ACTIVITY =
Lines from the start of the data through the line containing "filter:drop-shadow(2px 0 #aebbb0)" must be given again exactly. Leave the others out.

EXTRACTED MATERIAL =
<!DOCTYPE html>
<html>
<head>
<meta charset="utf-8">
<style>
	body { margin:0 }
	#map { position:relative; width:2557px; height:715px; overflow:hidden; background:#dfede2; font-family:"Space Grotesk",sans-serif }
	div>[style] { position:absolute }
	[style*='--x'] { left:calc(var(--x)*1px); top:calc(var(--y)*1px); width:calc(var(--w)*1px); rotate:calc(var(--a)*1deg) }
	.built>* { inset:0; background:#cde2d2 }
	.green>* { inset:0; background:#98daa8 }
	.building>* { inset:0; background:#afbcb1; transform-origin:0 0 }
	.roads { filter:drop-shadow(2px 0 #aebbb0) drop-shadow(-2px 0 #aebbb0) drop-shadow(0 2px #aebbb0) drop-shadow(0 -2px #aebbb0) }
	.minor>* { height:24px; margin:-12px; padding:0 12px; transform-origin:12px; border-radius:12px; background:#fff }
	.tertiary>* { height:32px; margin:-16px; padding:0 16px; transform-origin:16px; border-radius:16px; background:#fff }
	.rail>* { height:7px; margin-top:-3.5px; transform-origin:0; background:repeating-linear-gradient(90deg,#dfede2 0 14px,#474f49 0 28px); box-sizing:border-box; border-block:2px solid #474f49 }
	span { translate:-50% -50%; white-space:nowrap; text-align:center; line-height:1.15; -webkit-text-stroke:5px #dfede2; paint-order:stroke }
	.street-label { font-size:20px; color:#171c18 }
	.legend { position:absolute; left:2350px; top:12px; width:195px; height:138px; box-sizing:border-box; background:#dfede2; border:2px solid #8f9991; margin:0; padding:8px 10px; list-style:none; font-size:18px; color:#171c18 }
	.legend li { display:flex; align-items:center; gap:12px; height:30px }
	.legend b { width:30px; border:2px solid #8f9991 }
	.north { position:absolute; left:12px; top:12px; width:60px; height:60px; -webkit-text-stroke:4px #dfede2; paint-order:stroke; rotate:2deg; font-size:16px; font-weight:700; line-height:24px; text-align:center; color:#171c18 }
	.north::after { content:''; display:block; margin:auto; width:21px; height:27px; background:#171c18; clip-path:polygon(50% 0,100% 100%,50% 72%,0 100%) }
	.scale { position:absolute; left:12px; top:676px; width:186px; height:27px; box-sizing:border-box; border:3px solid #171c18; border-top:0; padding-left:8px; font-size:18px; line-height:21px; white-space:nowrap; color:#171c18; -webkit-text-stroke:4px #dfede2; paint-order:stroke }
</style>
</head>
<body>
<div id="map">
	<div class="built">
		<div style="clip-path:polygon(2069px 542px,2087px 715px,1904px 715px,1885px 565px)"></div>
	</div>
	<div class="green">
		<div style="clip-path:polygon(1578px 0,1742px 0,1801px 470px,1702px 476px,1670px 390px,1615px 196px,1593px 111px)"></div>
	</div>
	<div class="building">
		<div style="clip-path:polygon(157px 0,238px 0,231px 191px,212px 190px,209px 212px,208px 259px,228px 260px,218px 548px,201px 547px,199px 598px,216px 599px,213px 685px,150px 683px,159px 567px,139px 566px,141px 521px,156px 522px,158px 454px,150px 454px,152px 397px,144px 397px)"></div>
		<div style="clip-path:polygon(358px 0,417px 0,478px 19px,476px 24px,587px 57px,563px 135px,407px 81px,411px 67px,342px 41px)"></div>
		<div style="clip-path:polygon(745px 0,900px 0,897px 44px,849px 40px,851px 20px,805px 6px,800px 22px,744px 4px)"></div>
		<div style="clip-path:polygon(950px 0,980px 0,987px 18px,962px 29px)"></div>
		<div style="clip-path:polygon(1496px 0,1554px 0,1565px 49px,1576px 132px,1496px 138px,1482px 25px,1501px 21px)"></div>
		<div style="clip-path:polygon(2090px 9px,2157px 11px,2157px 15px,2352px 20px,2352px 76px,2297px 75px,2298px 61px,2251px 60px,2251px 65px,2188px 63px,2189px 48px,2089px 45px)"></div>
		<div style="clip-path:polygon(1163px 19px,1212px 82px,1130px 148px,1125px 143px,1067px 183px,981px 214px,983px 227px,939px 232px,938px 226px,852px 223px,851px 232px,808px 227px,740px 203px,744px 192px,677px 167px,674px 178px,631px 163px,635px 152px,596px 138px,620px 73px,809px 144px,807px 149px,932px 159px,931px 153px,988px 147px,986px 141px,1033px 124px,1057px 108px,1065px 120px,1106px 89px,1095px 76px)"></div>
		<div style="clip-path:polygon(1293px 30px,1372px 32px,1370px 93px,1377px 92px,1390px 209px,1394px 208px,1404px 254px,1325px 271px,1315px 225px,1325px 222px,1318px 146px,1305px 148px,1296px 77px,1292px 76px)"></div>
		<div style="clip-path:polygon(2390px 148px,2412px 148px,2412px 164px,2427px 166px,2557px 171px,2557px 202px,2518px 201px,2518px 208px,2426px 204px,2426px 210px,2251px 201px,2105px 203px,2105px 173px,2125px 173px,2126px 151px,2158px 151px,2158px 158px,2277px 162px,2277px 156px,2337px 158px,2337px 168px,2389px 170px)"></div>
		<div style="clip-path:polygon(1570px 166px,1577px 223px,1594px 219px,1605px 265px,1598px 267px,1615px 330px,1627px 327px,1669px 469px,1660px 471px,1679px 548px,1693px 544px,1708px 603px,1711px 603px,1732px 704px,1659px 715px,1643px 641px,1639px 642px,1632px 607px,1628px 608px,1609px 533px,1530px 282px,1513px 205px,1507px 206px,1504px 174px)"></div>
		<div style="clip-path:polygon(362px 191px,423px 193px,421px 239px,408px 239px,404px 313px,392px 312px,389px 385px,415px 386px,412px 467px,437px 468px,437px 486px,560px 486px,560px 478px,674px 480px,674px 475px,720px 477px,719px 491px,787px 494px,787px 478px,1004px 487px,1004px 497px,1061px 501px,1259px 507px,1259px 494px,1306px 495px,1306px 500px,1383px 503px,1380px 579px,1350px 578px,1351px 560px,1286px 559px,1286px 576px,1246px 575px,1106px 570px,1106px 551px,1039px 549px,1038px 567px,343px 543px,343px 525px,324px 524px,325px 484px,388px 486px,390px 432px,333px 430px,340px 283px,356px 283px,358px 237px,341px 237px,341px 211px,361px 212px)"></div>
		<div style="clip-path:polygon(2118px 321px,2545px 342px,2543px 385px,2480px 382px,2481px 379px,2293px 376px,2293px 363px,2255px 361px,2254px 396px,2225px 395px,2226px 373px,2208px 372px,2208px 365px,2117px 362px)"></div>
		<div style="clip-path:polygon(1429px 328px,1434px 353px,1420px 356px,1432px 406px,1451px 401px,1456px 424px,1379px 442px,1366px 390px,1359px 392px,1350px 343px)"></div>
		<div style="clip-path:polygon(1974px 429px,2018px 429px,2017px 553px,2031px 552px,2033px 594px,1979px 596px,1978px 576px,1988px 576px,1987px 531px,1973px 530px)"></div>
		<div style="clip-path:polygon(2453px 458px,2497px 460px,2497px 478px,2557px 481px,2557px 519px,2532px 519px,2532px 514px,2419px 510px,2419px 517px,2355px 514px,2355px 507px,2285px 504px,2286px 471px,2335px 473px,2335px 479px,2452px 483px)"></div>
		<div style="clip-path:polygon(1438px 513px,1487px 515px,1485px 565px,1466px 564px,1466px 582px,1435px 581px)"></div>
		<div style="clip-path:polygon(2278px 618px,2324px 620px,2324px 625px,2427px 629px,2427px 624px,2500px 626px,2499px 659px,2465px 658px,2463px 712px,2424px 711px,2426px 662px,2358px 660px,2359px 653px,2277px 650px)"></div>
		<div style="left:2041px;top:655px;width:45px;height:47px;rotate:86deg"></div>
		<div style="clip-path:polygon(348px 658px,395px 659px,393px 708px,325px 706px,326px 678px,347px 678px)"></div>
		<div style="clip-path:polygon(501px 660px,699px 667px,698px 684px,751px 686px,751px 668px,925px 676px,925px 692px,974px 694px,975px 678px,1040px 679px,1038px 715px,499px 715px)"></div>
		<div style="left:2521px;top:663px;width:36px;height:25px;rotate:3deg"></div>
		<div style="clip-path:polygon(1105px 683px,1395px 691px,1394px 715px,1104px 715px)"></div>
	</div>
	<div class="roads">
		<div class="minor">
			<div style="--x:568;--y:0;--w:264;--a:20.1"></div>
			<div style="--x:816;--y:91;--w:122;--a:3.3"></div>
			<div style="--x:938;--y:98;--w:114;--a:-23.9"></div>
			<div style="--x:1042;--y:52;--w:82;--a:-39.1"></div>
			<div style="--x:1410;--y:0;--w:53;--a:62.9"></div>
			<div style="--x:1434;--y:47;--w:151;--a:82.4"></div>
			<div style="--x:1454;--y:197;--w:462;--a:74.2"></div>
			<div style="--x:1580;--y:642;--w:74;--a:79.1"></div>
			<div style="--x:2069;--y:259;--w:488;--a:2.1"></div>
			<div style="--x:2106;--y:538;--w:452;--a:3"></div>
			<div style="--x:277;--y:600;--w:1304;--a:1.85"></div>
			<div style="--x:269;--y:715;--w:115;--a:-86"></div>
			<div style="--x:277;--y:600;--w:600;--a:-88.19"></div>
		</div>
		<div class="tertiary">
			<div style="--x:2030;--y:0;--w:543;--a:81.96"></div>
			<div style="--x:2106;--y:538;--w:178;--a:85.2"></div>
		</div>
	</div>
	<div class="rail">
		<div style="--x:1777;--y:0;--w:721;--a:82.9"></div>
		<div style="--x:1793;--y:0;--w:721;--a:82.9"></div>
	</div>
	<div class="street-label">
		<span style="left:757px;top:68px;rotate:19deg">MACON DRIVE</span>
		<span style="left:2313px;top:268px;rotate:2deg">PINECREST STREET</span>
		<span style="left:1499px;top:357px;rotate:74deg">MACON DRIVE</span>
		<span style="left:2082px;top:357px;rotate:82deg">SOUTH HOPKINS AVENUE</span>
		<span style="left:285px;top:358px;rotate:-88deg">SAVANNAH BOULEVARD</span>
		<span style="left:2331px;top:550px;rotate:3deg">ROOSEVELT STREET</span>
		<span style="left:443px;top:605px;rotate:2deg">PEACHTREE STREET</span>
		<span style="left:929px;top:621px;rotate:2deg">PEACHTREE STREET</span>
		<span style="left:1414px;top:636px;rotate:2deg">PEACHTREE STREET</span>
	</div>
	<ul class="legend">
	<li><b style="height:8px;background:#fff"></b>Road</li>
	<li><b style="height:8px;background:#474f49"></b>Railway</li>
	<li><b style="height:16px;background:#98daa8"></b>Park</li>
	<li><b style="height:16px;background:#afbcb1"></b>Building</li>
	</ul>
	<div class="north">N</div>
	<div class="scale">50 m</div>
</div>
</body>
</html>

ANSWER SPACE =
<!DOCTYPE html>
<html>
<head>
<meta charset="utf-8">
<style>
	body { margin:0 }
	#map { position:relative; width:2557px; height:715px; overflow:hidden; background:#dfede2; font-family:"Space Grotesk",sans-serif }
	div>[style] { position:absolute }
	[style*='--x'] { left:calc(var(--x)*1px); top:calc(var(--y)*1px); width:calc(var(--w)*1px); rotate:calc(var(--a)*1deg) }
	.built>* { inset:0; background:#cde2d2 }
	.green>* { inset:0; background:#98daa8 }
	.building>* { inset:0; background:#afbcb1; transform-origin:0 0 }
	.roads { filter:drop-shadow(2px 0 #aebbb0) drop-shadow(-2px 0 #aebbb0) drop-shadow(0 2px #aebbb0) drop-shadow(0 -2px #aebbb0) }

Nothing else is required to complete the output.